I don’t think there’s much evidence to support this. Most studies overwhelmingly find that the increased risk of mortality from increased alcohol use is mostly due to the very significant increase in risk of female breast cancer. The large trials the WHO relied on were pretty equivocal once you took that variable out. I do think there are likely negative health benefits from alcohol but not sure the no safe level rubric makes any sense.
I’ve read there is also evidence of increase in head and neck cancers, but haven’t looked up the details. These studies are very difficult to perform, as you know, and the government guidelines reflect a lot of factors beyond the studies.
Personally, I suspect there are some negative effects and possibly some positive effects and drinking in moderation makes sense, although there is a lot of debate over “moderation”.
With heavy drinking and smoking there’s a decent increase; with moderate drinking and no smoking the risk is quite low and may not be statistically significant in many cases. It’s nowhere near as large as the risk for female breast cancer which is as high as the risk of oral cancer in smokers/heavy drinkers. I don’t find a 1-3% increased risk on balance, once everything is factored in, to really move the needle.
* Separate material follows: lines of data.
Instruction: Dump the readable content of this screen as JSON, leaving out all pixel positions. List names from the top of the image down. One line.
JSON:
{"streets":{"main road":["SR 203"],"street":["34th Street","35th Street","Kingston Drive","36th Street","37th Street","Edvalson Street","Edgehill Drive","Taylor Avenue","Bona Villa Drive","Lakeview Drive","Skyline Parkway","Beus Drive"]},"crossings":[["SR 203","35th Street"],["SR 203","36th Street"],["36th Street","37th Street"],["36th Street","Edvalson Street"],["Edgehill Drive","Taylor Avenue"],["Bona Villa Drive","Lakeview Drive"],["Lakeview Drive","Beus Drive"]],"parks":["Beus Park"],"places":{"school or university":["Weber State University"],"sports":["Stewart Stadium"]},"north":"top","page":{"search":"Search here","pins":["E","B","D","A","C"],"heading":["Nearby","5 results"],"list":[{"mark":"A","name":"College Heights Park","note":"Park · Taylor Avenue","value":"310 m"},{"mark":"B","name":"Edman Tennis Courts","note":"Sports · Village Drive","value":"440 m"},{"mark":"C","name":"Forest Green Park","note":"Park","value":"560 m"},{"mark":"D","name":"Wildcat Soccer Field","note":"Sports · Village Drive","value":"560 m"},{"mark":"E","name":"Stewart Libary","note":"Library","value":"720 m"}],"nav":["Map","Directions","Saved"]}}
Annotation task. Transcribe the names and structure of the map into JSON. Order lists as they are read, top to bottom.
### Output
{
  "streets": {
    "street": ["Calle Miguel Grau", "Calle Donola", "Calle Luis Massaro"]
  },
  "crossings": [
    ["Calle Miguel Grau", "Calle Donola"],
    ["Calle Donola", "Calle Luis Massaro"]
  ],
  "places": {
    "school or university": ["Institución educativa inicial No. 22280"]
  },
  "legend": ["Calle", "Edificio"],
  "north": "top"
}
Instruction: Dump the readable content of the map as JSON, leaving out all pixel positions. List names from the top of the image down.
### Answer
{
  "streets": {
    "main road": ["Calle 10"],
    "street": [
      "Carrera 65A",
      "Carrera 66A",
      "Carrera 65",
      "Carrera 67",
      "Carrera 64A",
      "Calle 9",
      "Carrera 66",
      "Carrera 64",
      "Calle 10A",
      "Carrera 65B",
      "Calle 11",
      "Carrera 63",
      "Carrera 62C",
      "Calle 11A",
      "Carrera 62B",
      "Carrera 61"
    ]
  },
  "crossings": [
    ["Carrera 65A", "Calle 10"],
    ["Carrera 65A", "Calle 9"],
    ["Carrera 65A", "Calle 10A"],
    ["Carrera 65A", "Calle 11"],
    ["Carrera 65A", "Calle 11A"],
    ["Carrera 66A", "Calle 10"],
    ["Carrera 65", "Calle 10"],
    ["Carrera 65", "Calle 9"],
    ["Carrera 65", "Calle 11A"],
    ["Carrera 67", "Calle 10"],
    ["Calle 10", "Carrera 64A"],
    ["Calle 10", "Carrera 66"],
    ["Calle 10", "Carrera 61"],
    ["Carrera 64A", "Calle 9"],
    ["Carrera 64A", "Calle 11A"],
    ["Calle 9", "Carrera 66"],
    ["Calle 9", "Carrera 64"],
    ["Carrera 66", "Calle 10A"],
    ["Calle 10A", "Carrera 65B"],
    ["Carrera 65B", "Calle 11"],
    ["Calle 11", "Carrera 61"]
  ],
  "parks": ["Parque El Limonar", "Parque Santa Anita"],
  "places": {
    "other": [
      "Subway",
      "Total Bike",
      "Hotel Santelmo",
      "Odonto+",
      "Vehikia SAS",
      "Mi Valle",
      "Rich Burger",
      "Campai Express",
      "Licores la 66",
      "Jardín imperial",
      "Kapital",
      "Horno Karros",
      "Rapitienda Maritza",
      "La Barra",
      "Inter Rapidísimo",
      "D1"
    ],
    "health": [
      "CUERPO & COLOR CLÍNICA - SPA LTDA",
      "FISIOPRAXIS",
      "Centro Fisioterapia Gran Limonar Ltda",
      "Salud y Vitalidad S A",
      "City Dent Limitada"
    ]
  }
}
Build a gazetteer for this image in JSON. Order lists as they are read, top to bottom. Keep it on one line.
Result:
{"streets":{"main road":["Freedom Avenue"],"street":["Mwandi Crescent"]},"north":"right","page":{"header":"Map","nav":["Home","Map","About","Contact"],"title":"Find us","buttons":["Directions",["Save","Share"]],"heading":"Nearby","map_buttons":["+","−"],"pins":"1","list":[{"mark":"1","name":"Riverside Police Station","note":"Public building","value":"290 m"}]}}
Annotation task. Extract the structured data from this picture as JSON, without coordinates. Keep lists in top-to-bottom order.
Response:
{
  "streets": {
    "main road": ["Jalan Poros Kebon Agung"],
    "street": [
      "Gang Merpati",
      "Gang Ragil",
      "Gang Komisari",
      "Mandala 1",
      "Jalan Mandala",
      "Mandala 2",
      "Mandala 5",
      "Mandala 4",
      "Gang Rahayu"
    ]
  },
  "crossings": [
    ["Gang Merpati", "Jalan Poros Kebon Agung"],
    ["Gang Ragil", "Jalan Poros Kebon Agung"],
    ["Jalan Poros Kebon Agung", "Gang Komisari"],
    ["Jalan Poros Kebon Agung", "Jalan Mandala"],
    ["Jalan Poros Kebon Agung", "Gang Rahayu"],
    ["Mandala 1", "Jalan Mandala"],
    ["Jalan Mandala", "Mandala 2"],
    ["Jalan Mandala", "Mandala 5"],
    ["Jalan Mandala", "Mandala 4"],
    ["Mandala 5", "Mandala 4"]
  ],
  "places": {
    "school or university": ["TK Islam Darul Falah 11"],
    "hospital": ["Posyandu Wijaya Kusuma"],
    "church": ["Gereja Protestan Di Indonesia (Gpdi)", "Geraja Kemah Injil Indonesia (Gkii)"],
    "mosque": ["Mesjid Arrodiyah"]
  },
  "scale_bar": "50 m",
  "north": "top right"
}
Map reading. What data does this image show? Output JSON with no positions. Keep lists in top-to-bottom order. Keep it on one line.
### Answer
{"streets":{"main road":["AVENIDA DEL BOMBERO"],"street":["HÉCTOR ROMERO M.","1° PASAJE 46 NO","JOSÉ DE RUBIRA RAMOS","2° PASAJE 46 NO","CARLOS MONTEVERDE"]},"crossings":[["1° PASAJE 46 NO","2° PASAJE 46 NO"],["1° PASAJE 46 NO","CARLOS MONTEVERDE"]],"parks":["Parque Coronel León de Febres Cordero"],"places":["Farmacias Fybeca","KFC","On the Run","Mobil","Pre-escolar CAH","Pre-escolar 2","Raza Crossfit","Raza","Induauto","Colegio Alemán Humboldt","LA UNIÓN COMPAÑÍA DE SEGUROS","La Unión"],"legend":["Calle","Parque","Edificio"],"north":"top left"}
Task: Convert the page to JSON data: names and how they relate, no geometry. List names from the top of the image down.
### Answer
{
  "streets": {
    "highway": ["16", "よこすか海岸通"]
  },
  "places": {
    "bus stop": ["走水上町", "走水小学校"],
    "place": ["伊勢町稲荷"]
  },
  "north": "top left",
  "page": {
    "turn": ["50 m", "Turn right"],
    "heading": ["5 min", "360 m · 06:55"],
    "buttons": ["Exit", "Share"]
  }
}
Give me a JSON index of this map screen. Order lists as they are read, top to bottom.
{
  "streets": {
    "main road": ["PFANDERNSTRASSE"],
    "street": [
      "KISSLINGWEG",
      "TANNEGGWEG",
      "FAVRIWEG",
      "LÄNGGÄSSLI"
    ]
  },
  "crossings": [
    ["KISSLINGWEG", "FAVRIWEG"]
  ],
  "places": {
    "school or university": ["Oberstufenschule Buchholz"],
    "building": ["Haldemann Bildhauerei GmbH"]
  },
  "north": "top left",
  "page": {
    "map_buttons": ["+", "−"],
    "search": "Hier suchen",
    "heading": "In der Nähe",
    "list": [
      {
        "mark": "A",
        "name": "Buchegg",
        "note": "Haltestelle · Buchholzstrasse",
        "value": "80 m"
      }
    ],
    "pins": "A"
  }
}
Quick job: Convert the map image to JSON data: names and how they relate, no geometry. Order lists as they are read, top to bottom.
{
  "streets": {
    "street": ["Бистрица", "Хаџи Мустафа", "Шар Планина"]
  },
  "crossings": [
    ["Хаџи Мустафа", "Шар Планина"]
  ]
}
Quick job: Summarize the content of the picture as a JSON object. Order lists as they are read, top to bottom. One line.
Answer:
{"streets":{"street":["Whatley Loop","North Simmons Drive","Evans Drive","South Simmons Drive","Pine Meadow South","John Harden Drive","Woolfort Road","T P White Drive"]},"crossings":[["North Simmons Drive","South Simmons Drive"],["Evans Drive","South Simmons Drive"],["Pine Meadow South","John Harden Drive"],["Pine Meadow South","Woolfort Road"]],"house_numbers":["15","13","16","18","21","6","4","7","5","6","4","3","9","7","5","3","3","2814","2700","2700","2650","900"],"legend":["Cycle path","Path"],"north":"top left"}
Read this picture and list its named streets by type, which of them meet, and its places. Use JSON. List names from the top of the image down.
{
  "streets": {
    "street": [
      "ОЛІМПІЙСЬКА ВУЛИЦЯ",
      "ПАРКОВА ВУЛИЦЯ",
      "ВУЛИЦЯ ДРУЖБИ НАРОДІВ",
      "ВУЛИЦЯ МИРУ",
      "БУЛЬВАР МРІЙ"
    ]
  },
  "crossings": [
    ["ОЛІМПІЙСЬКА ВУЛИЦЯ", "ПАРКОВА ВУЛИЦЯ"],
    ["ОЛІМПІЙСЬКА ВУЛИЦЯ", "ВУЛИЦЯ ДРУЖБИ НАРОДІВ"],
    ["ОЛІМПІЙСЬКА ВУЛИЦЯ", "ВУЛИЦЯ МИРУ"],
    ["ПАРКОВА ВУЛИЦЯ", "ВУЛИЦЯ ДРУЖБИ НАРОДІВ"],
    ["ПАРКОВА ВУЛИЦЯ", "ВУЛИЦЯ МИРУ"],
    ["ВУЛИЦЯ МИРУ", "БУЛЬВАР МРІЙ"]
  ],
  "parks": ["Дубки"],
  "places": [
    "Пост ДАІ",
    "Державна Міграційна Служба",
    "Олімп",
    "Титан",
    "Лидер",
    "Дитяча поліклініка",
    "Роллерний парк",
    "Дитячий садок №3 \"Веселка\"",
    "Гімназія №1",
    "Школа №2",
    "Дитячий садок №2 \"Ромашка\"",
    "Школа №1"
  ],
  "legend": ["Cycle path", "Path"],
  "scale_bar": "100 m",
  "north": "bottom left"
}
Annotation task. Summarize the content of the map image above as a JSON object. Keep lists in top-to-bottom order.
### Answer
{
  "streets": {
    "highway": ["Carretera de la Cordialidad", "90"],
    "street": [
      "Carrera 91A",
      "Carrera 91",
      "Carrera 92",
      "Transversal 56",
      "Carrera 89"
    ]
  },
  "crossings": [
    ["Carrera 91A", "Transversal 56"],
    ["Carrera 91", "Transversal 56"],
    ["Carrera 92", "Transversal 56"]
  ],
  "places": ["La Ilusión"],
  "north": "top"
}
I appreciate your experience here and I am sure that plenty of research is done as well as possible. But with assuming that research isn’t inherently biased, these days we should all probably assume that it isn’t inherently unbiased either.
I don’t think we live in the days, if we ever did, of not having to question just about everything we read. Not because good research isn’t being done, we just don’t really know which is and which isn’t-or which is simply being spun to create a more melodramatic impression than is necessary.
Honestly, I found your regimen for moderating the negative effects of alcohol, both short term and long term to be enlightening.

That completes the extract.